Exercise directions - When the line containing "For a GIS import: What" appears in the data below, begin copying there and stop only after the line containing "Build a gazetteer for the screenshot".
BEGIN
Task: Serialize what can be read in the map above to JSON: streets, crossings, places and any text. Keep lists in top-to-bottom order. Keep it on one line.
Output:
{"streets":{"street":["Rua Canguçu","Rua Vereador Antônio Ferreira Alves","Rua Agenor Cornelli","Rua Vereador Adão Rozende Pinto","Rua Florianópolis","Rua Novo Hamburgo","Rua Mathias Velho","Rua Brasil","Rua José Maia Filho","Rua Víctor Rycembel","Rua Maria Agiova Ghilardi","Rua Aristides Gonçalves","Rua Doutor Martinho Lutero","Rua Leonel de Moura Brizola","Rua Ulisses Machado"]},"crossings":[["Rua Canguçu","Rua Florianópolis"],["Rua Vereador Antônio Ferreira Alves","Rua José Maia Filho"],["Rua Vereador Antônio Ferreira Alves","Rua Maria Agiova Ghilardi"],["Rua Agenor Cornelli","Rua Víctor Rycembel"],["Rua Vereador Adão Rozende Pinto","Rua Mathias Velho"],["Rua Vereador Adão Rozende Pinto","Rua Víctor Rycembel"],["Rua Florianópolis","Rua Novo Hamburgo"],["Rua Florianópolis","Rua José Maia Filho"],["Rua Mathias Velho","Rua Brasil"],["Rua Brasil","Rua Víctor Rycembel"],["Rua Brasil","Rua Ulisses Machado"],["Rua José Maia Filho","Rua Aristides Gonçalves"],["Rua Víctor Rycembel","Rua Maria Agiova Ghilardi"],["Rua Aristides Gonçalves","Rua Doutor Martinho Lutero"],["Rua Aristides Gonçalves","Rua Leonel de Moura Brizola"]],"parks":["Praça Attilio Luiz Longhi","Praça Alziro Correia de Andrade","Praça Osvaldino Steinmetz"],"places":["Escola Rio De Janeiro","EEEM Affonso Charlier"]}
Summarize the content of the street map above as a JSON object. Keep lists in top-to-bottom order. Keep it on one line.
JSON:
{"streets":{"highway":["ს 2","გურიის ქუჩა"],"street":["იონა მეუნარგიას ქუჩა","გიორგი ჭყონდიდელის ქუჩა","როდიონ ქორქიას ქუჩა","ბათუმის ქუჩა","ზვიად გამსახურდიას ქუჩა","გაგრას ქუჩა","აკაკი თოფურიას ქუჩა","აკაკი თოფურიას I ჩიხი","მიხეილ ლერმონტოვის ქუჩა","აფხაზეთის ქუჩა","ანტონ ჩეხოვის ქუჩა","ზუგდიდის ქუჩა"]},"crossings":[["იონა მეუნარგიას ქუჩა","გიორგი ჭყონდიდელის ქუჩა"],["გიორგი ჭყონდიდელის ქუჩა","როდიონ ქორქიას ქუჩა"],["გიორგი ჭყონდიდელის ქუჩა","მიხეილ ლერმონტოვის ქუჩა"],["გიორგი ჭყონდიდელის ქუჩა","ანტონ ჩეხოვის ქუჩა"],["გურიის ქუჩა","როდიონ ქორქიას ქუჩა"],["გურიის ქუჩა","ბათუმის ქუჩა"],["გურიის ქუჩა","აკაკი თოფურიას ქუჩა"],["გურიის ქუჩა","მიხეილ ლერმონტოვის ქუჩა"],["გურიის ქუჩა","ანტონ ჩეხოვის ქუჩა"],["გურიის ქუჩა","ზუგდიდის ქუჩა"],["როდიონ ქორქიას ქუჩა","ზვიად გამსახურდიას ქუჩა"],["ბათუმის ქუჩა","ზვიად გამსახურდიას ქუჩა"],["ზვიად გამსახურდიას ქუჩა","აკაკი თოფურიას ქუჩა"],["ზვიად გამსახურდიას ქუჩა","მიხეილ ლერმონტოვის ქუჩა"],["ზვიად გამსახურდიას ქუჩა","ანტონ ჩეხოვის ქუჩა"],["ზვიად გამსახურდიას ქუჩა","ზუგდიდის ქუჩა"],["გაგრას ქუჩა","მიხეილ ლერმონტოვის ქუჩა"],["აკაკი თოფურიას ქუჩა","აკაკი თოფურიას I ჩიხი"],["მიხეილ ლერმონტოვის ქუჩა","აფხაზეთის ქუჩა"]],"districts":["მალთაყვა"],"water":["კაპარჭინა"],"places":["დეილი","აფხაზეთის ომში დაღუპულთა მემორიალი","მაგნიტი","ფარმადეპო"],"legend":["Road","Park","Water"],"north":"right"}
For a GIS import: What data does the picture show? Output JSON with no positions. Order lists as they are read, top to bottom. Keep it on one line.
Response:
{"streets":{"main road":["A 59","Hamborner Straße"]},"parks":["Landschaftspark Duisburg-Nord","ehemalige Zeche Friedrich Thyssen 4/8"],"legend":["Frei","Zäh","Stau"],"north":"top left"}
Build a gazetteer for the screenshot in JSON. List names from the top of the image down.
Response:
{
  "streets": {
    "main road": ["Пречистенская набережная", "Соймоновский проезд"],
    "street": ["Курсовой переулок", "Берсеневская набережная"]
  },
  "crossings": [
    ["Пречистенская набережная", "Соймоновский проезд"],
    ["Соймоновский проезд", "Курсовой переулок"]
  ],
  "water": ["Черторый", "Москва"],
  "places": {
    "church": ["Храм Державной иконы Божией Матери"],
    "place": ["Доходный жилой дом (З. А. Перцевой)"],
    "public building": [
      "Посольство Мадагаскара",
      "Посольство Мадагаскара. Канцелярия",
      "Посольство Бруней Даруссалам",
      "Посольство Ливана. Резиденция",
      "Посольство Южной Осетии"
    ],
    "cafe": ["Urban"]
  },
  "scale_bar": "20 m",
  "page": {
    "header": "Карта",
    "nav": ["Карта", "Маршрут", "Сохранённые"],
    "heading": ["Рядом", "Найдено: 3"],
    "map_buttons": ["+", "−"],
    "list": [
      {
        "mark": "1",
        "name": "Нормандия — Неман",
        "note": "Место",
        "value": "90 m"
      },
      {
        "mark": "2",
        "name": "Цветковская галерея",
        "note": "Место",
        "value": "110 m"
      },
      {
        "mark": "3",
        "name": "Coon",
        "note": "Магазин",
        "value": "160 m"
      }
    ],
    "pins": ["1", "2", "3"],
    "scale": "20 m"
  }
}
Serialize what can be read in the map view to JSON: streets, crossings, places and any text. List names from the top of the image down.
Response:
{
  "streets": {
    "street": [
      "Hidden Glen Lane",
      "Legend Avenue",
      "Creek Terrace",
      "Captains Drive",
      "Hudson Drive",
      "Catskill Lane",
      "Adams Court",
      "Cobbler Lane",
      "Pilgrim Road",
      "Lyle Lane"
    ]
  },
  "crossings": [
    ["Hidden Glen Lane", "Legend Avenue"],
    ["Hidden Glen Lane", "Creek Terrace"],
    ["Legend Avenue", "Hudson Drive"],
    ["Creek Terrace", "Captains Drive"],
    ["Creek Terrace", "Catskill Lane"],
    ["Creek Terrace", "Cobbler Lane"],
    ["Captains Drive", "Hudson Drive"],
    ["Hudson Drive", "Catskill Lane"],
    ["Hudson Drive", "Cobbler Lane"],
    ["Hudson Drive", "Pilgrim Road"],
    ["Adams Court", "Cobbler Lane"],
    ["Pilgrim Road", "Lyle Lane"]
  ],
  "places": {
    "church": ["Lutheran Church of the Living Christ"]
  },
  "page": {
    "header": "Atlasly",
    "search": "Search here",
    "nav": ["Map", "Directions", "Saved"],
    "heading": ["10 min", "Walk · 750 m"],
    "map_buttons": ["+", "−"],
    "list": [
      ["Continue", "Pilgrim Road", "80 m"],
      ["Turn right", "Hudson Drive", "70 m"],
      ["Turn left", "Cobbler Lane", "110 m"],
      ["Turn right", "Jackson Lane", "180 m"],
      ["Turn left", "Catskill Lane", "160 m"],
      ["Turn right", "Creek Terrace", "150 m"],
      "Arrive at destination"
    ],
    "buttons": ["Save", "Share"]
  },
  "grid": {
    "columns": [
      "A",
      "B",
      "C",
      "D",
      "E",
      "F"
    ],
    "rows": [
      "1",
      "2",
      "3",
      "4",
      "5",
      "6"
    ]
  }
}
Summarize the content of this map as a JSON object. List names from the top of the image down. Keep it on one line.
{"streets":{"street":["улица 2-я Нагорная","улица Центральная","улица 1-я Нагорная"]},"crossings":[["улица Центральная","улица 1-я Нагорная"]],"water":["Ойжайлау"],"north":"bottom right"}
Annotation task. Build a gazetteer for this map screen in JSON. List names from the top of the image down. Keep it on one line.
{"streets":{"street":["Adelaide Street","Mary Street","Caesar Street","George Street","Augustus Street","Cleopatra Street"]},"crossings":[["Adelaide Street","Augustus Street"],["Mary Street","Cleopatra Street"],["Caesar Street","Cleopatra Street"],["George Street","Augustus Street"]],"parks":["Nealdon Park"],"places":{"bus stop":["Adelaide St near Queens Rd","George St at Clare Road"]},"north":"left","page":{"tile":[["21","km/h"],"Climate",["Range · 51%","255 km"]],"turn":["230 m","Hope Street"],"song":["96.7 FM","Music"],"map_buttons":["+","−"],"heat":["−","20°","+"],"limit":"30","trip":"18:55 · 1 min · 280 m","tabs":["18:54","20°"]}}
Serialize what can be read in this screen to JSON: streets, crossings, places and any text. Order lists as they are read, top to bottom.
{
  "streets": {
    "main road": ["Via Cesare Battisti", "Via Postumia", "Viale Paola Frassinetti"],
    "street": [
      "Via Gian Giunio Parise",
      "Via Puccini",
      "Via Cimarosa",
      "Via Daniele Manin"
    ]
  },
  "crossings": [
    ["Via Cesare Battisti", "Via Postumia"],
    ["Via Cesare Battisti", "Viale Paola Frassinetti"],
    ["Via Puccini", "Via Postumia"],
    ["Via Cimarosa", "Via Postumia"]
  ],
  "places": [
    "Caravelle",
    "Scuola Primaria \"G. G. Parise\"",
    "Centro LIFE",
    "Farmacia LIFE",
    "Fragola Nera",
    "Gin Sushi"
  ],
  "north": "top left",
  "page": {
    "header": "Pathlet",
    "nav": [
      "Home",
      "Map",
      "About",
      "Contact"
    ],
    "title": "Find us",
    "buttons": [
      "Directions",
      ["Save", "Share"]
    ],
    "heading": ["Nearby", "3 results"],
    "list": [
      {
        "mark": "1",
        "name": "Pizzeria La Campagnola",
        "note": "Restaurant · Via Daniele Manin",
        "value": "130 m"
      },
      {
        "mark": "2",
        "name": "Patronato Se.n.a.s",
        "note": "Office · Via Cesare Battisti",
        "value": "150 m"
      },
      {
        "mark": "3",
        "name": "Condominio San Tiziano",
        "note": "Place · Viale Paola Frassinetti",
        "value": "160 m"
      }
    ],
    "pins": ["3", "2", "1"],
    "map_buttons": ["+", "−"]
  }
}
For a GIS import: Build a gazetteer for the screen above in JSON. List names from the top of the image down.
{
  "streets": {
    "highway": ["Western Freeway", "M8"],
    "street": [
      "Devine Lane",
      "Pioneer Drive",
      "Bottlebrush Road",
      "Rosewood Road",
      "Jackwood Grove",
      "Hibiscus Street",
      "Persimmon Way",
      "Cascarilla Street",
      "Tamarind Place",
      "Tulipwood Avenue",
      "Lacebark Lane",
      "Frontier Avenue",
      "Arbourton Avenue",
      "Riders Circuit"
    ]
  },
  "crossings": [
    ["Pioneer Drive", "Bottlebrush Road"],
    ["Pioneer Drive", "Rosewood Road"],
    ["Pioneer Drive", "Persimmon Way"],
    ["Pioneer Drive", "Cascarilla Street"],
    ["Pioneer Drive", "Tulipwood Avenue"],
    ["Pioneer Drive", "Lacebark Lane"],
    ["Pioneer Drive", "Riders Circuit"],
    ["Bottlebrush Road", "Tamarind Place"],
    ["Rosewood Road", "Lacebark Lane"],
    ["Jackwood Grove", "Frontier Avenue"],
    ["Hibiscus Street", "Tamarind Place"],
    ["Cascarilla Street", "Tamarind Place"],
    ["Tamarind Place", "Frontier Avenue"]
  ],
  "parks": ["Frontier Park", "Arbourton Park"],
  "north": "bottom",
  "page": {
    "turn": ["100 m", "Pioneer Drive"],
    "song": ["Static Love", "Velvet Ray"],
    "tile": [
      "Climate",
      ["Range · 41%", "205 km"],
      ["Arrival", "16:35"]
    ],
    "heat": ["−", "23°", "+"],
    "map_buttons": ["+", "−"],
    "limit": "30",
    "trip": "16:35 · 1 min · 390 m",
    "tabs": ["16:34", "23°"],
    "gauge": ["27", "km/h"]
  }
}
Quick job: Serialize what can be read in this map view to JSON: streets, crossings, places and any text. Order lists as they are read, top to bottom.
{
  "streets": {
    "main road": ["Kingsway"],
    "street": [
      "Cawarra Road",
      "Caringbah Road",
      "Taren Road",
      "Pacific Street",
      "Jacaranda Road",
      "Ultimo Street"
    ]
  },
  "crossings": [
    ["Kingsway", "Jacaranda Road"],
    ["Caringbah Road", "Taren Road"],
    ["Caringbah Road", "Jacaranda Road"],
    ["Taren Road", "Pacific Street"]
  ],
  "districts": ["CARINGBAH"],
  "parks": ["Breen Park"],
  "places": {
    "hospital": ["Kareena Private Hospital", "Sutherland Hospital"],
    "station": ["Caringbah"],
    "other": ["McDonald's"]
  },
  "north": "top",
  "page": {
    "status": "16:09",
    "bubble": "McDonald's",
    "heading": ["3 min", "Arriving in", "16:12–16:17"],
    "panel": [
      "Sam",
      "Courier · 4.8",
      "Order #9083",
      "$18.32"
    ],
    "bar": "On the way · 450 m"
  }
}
END
Worked solution -
For a GIS import: What data does the picture show? Output JSON with no positions. Order lists as they are read, top to bottom. Keep it on one line.
Response:
{"streets":{"main road":["A 59","Hamborner Straße"]},"parks":["Landschaftspark Duisburg-Nord","ehemalige Zeche Friedrich Thyssen 4/8"],"legend":["Frei","Zäh","Stau"],"north":"top left"}
Build a gazetteer for the screenshot in JSON. List names from the top of the image down.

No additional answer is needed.